Canadian Musician reached out today to SOCAN to ask what it is doing for its songwriter, publisher, and composer members during this unprecedented distribution in the music industry brought on by the COVID-19 pandemic. In response, the performing rights organization says it’s currently considering a number of options.
“SOCAN is considering numerous options. The first order of business has been to ensure that our operations are running well, which they are. With almost the entire staff of more than 270 teleworking so that we can deliver the March reproduction rights distribution – now complete – and deliver the May performing rights distribution, which is on track, and those that follow if the crisis continues. These distributions are even more important now to our members,” says SOCAN CEO Eric Baptiste in response to Canadian Musician.

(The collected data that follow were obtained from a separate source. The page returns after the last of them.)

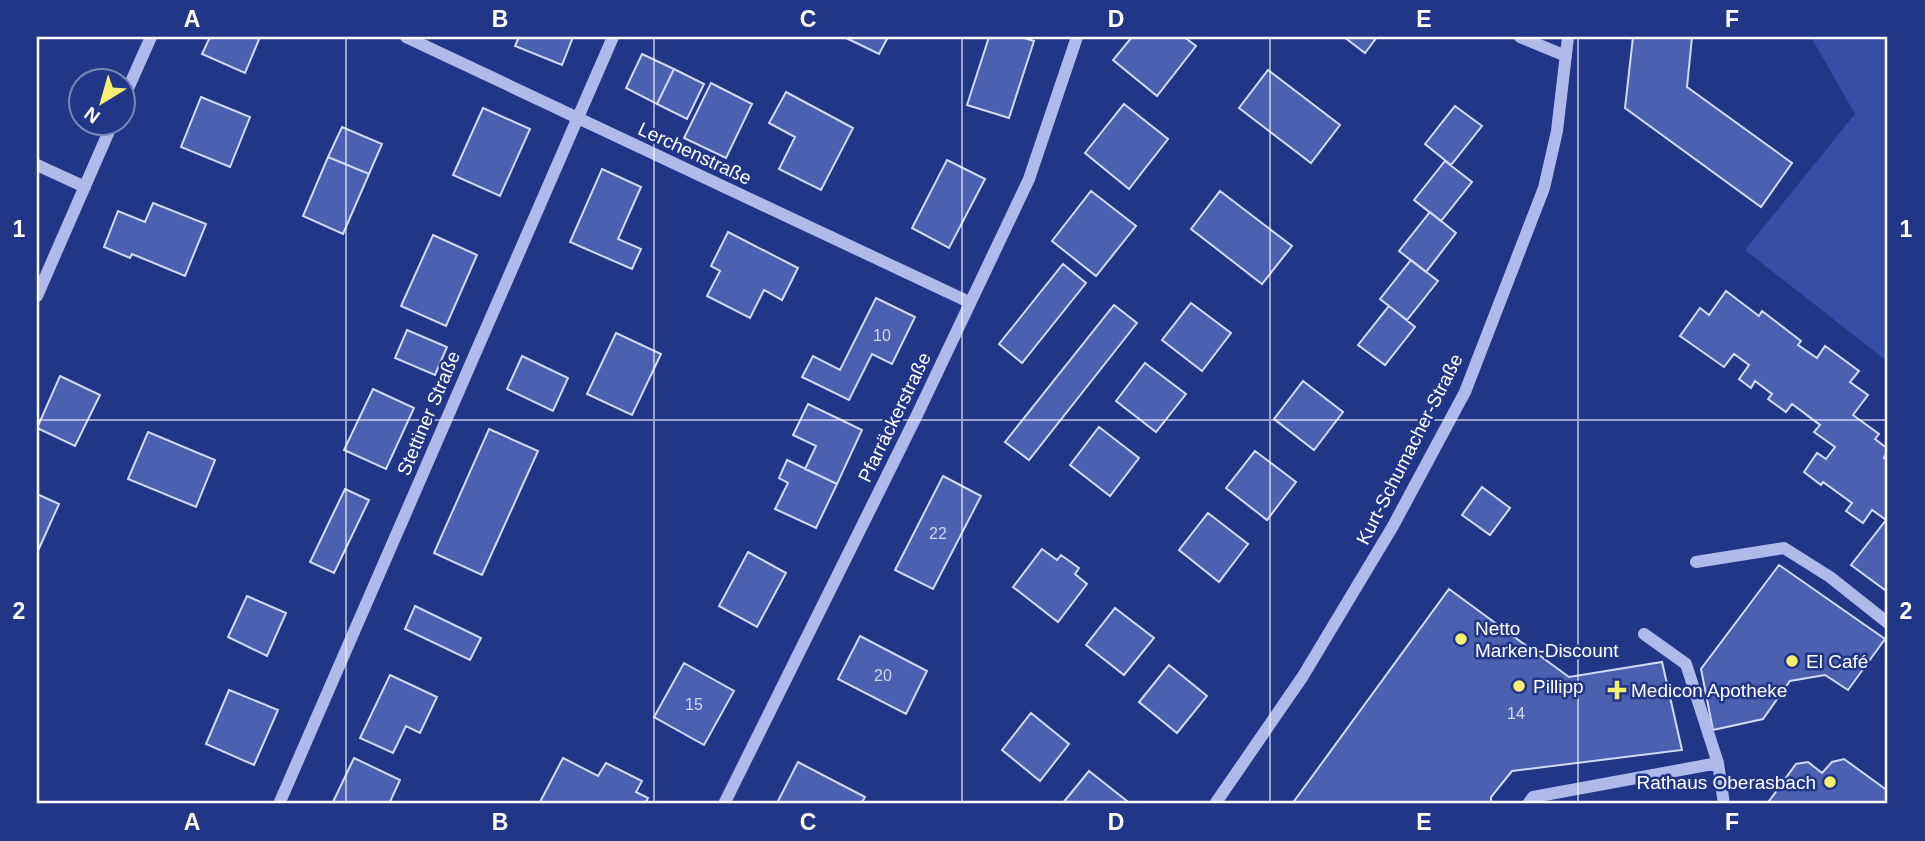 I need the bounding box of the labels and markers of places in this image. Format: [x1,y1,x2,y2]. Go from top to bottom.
place label: Netto Marken-Discount [1475,618,1619,661]
marker: Netto Marken-Discount [1453,631,1469,647]
place label: El Café [1806,651,1868,672]
marker: El Café [1784,653,1800,669]
place label: Pillipp [1533,676,1584,697]
marker: Pillipp [1511,678,1527,694]
place label: Medicon Apotheke [1631,680,1787,701]
marker: Medicon Apotheke [1609,682,1625,698]
place label: Rathaus Oberasbach [1636,772,1816,793]
marker: Rathaus Oberasbach [1822,774,1838,790] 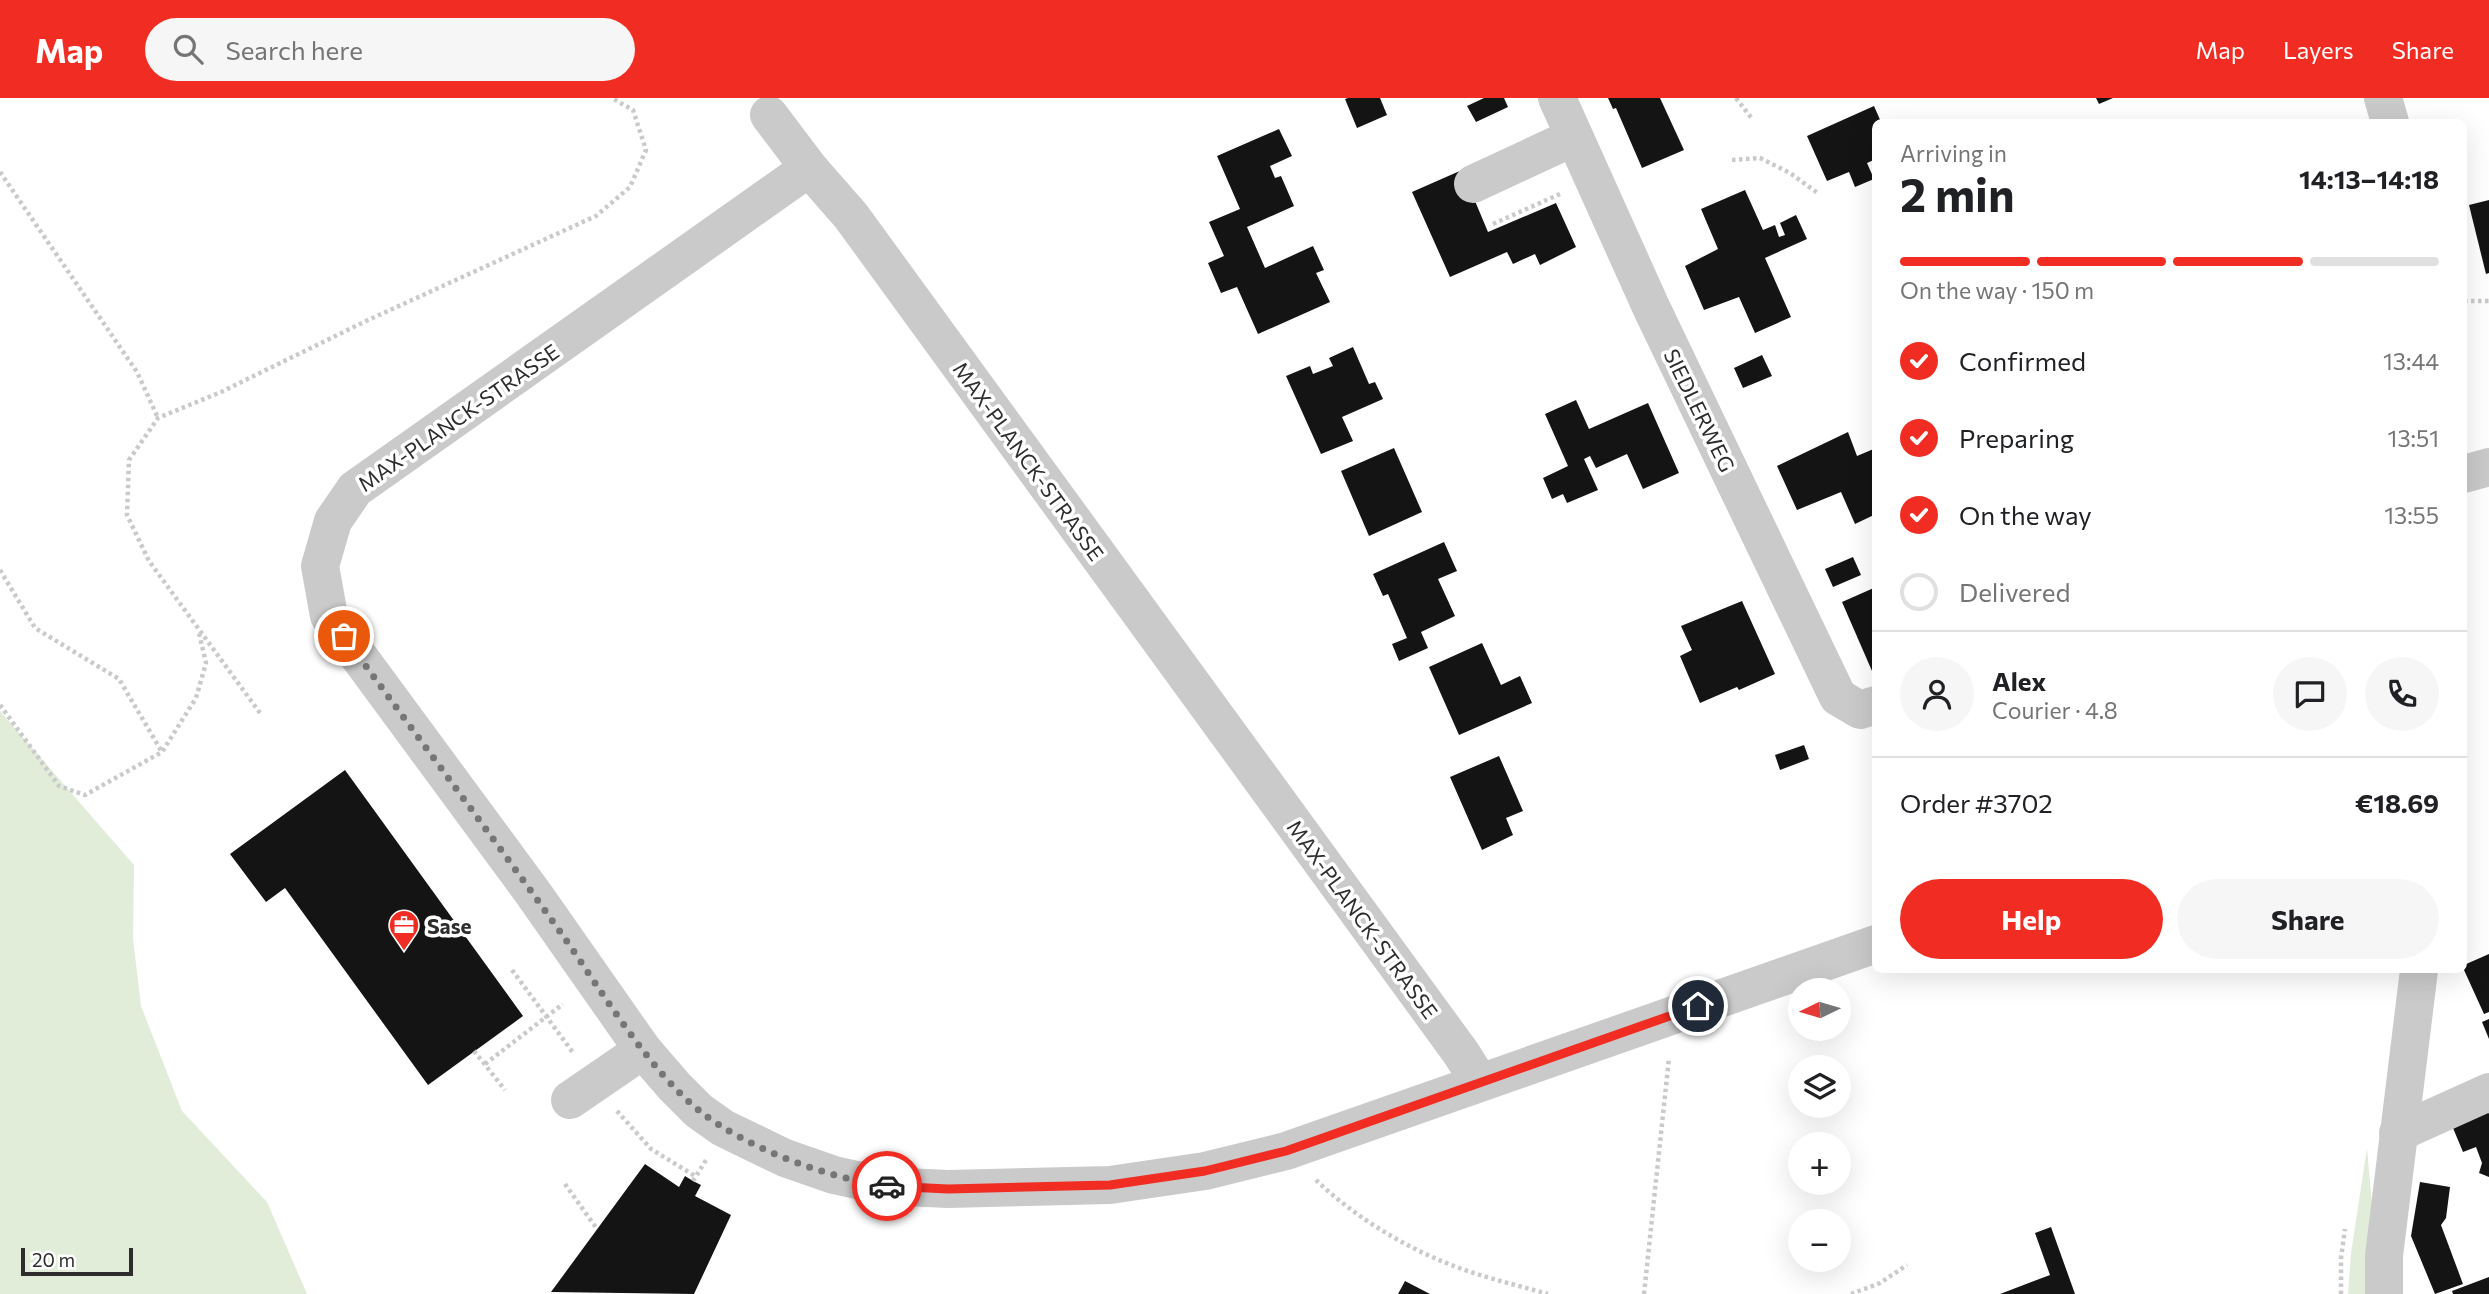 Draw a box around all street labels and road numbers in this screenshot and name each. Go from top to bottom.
street label: MAX-PLANCK-STRASSE [353,338,563,496]
street label: SIEDLERWEG [1659,344,1741,476]
street label: MAX-PLANCK-STRASSE [948,357,1110,565]
street label: MAX-PLANCK-STRASSE [1282,815,1444,1023]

SOCAN says it’s actively working with all levels of government to make sure that music publishers and music creators benefit from the general economic relief packages being put forward by the federal and provincial governments.
“Government decisions are hitting the music business like many other industries, and the same approach should be followed. This is on a scale that requires government intervention. So far, we are optimistic that the governments we have talked to, federal and some provinces, understand,” says Baptiste.
Baptiste also says SOCAN is reviewing how else to support its members and that it will adjust its approach to circumstances once the full impact of the public health measures on the music industry are clearer.
Baptiste also said to expect SOCAN Foundation Executive Director Charlie Wall-Andrews to announce newdevelopments from her organization that are designed to assist working music creators.
“SOCAN is in close contact with peer music rights organizations around the world. Most are approaching this in much the same way that we are, with a focus on continuing operations first, since that is the most important thing we can provide to our members, as well as ensuring that governments remember the music sector,” Baptiste said in closing.